• _BRIEF_
This exercise asks for every line of the material that contains the word "serif".

• _ENTRIES SHOWN_
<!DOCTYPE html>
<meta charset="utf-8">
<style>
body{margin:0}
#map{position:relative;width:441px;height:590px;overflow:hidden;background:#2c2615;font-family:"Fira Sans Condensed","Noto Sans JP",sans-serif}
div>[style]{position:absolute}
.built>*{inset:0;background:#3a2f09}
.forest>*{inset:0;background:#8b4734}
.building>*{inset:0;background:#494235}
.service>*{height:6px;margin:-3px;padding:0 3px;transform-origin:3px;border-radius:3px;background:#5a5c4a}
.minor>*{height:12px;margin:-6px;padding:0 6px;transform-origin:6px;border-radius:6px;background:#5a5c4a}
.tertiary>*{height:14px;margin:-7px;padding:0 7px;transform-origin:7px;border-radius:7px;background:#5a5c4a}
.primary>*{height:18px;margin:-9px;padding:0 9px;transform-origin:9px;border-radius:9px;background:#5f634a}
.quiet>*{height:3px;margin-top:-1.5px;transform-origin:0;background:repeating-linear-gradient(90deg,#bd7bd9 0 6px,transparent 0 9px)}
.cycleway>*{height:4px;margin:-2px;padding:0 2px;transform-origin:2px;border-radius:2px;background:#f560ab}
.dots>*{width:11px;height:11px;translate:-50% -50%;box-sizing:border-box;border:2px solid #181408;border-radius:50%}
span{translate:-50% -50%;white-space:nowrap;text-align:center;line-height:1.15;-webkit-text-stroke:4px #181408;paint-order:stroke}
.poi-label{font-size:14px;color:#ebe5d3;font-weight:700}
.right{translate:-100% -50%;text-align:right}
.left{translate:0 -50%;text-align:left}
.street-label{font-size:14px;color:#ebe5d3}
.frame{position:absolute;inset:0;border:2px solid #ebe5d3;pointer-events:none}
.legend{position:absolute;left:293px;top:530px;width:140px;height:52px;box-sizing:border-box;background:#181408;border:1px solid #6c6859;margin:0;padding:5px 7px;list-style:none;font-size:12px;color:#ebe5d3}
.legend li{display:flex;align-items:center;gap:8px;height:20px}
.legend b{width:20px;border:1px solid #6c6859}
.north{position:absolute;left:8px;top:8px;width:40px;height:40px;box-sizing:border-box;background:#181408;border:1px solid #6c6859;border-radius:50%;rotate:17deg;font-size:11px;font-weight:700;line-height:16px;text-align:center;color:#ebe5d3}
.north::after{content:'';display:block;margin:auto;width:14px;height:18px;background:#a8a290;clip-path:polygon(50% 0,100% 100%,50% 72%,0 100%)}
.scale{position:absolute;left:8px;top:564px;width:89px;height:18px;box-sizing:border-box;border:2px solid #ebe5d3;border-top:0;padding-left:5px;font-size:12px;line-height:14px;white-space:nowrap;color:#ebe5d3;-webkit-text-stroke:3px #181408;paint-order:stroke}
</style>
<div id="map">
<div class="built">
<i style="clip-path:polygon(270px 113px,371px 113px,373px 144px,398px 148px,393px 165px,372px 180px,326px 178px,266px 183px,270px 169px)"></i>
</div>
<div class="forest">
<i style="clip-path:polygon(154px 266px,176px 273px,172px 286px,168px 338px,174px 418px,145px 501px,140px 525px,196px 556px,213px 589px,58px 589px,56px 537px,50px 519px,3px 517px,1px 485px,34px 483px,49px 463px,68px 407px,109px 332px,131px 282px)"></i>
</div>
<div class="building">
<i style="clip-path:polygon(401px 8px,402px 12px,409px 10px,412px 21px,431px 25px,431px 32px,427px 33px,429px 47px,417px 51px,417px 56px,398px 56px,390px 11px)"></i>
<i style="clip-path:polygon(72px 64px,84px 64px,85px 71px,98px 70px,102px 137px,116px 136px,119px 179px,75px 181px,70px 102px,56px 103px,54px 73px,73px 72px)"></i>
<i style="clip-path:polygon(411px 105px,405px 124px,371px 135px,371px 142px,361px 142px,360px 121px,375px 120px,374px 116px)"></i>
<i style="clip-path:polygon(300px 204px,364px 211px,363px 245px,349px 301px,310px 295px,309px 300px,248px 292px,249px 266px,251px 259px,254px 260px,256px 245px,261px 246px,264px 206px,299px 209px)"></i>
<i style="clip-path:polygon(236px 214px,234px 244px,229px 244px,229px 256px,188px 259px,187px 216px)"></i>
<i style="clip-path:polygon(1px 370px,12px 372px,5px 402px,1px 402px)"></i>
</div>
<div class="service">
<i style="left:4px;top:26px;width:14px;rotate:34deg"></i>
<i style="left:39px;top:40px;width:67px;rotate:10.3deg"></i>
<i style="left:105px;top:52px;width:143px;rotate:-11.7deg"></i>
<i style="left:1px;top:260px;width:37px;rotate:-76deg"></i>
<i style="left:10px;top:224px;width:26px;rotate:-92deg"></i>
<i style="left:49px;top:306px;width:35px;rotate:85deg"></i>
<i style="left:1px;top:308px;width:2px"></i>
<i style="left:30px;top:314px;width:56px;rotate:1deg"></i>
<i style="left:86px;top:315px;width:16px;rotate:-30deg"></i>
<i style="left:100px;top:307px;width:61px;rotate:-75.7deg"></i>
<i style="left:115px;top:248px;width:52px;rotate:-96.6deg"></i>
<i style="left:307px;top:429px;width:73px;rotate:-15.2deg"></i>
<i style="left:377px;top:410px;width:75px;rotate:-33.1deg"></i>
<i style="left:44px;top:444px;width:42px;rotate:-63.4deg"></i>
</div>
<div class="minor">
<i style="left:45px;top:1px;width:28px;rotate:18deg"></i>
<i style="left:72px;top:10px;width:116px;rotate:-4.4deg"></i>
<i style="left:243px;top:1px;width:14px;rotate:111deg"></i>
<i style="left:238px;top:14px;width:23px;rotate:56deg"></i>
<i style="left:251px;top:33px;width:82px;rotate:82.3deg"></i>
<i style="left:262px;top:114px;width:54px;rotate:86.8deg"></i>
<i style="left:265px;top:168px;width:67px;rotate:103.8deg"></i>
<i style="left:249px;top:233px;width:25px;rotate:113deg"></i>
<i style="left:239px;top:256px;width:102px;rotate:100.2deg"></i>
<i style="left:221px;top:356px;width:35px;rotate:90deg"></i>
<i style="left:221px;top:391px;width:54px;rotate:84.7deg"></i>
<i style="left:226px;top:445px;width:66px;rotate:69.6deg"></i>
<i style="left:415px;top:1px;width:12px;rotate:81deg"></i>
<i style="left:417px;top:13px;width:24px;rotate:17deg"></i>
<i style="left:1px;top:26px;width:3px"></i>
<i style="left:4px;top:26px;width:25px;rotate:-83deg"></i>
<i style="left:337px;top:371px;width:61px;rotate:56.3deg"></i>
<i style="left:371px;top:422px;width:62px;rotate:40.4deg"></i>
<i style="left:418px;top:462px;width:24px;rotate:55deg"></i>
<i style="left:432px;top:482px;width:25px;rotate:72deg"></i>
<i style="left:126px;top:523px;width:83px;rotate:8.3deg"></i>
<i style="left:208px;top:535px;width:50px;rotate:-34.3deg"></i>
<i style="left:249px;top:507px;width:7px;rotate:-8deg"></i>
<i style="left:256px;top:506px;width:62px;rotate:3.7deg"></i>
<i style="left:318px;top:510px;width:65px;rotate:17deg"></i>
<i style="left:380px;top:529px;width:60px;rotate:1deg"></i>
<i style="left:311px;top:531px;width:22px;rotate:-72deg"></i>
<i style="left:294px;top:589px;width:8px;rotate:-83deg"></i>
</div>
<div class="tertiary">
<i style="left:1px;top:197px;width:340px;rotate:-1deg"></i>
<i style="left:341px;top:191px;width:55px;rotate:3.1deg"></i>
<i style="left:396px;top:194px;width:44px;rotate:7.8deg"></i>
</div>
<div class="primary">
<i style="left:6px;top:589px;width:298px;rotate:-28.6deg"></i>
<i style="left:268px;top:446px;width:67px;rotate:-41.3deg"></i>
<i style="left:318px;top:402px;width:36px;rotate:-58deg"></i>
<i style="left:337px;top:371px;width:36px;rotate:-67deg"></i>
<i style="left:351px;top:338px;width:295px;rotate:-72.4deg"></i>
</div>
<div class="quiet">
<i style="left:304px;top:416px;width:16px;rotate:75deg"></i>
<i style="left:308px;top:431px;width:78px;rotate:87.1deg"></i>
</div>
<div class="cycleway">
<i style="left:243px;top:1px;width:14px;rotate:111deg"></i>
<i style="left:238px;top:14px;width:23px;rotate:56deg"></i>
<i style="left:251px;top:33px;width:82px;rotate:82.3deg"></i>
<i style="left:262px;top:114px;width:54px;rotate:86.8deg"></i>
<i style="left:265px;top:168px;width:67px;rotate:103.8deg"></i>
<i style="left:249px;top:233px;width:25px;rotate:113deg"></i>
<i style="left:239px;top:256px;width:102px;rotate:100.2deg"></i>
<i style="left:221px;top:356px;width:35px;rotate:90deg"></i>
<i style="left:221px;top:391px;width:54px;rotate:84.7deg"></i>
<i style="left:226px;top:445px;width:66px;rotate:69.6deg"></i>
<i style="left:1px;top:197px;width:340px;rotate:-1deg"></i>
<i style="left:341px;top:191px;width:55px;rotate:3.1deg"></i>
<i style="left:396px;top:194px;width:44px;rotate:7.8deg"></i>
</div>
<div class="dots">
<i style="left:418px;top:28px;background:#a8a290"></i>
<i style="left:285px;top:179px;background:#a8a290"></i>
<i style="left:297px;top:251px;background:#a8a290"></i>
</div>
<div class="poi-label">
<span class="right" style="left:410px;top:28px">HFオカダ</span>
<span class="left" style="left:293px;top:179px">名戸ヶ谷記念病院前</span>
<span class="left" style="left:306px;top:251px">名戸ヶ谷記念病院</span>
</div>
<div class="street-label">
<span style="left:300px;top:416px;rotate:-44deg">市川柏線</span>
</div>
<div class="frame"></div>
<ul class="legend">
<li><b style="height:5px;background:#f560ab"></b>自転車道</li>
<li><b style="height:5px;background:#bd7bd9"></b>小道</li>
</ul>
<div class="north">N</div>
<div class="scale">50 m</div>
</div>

==

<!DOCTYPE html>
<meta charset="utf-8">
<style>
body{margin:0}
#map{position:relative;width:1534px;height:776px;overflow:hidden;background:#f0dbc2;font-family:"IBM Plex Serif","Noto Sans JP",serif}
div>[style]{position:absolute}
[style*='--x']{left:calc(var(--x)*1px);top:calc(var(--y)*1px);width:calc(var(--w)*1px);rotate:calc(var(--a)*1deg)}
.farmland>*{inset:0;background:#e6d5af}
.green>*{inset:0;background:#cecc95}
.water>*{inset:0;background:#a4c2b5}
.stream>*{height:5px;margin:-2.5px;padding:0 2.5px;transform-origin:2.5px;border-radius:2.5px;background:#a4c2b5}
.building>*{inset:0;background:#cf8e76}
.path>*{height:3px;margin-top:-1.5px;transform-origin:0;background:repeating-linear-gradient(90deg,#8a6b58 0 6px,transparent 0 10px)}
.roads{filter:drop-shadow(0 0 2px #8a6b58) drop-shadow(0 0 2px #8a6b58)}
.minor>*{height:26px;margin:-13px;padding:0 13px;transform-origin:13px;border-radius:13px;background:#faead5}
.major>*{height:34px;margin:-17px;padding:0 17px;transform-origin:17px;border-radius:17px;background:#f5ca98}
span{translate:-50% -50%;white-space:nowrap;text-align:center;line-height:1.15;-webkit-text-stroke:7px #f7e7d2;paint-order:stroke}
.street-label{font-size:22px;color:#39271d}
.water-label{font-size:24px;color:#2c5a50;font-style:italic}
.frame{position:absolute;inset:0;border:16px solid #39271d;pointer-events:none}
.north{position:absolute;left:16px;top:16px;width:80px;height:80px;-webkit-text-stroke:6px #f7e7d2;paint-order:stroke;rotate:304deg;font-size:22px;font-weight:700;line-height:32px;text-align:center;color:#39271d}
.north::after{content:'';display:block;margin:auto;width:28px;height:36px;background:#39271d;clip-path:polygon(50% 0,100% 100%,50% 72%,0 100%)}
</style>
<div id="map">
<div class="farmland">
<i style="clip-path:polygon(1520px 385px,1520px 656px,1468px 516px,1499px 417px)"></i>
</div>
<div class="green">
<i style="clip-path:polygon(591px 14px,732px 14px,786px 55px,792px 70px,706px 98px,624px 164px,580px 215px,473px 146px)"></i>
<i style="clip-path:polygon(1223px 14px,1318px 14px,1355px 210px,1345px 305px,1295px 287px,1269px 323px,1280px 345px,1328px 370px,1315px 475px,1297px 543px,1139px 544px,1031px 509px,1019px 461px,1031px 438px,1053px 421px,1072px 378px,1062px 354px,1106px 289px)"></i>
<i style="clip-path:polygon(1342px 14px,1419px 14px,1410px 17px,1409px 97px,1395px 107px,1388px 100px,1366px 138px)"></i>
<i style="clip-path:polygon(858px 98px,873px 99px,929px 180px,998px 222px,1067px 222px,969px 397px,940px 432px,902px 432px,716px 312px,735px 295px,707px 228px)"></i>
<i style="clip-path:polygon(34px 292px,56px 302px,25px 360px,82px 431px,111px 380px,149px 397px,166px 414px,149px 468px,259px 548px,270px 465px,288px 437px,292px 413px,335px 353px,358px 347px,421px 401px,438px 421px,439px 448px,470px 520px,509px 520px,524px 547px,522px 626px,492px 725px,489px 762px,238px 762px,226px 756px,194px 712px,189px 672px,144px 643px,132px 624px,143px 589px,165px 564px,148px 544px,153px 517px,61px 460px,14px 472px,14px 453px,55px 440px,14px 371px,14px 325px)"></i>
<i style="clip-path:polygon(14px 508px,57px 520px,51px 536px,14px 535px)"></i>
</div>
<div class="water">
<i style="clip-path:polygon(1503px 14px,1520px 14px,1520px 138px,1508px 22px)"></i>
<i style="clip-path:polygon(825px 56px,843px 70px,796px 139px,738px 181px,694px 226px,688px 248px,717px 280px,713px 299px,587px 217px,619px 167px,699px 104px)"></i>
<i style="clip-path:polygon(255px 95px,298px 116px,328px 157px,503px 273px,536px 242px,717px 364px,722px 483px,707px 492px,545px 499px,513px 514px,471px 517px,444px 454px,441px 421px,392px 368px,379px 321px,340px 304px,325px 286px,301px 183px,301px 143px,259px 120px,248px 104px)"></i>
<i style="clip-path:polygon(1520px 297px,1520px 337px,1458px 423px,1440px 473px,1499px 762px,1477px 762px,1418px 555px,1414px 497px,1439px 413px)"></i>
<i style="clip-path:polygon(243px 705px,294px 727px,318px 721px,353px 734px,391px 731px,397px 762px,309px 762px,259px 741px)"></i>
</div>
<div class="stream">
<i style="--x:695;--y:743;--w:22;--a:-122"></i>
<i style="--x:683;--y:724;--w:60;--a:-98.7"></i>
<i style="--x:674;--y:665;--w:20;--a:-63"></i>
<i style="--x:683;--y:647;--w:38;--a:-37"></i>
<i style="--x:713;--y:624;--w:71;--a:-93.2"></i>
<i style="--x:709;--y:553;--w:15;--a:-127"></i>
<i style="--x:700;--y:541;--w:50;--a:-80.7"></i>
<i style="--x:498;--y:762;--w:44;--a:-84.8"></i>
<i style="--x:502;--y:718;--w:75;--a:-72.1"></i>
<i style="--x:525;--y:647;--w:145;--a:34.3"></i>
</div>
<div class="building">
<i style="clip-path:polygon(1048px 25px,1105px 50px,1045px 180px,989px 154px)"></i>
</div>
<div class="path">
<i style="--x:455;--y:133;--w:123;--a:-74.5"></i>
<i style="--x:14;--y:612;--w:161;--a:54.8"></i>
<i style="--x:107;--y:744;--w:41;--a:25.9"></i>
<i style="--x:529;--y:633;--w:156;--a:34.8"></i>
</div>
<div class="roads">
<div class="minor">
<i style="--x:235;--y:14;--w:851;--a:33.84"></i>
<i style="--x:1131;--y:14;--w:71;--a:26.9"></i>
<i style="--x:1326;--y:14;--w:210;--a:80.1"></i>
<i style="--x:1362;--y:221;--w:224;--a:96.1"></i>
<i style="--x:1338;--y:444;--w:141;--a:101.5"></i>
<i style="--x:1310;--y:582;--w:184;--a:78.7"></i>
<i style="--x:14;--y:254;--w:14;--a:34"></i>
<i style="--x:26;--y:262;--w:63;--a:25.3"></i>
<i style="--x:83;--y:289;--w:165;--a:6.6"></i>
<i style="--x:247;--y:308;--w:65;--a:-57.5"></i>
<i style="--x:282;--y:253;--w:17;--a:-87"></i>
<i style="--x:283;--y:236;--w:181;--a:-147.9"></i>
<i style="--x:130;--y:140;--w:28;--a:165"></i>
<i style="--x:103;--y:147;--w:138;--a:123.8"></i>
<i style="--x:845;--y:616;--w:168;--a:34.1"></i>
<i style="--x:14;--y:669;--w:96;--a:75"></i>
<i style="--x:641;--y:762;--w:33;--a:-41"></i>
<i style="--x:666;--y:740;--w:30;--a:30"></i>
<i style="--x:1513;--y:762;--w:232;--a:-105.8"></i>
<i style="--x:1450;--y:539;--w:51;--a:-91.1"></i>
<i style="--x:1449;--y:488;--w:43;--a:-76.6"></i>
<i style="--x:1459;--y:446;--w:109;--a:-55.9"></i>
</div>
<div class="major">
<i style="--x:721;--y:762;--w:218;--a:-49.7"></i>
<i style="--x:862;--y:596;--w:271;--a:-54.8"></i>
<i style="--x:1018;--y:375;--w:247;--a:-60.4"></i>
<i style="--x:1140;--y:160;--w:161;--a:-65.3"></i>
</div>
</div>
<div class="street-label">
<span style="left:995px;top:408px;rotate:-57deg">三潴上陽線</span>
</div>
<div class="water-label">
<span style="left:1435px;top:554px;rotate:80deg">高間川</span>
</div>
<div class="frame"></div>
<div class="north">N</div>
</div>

• _SOLVED PROBLEM_
#map{position:relative;width:441px;height:590px;overflow:hidden;background:#2c2615;font-family:"Fira Sans Condensed","Noto Sans JP",sans-serif}
#map{position:relative;width:1534px;height:776px;overflow:hidden;background:#f0dbc2;font-family:"IBM Plex Serif","Noto Sans JP",serif}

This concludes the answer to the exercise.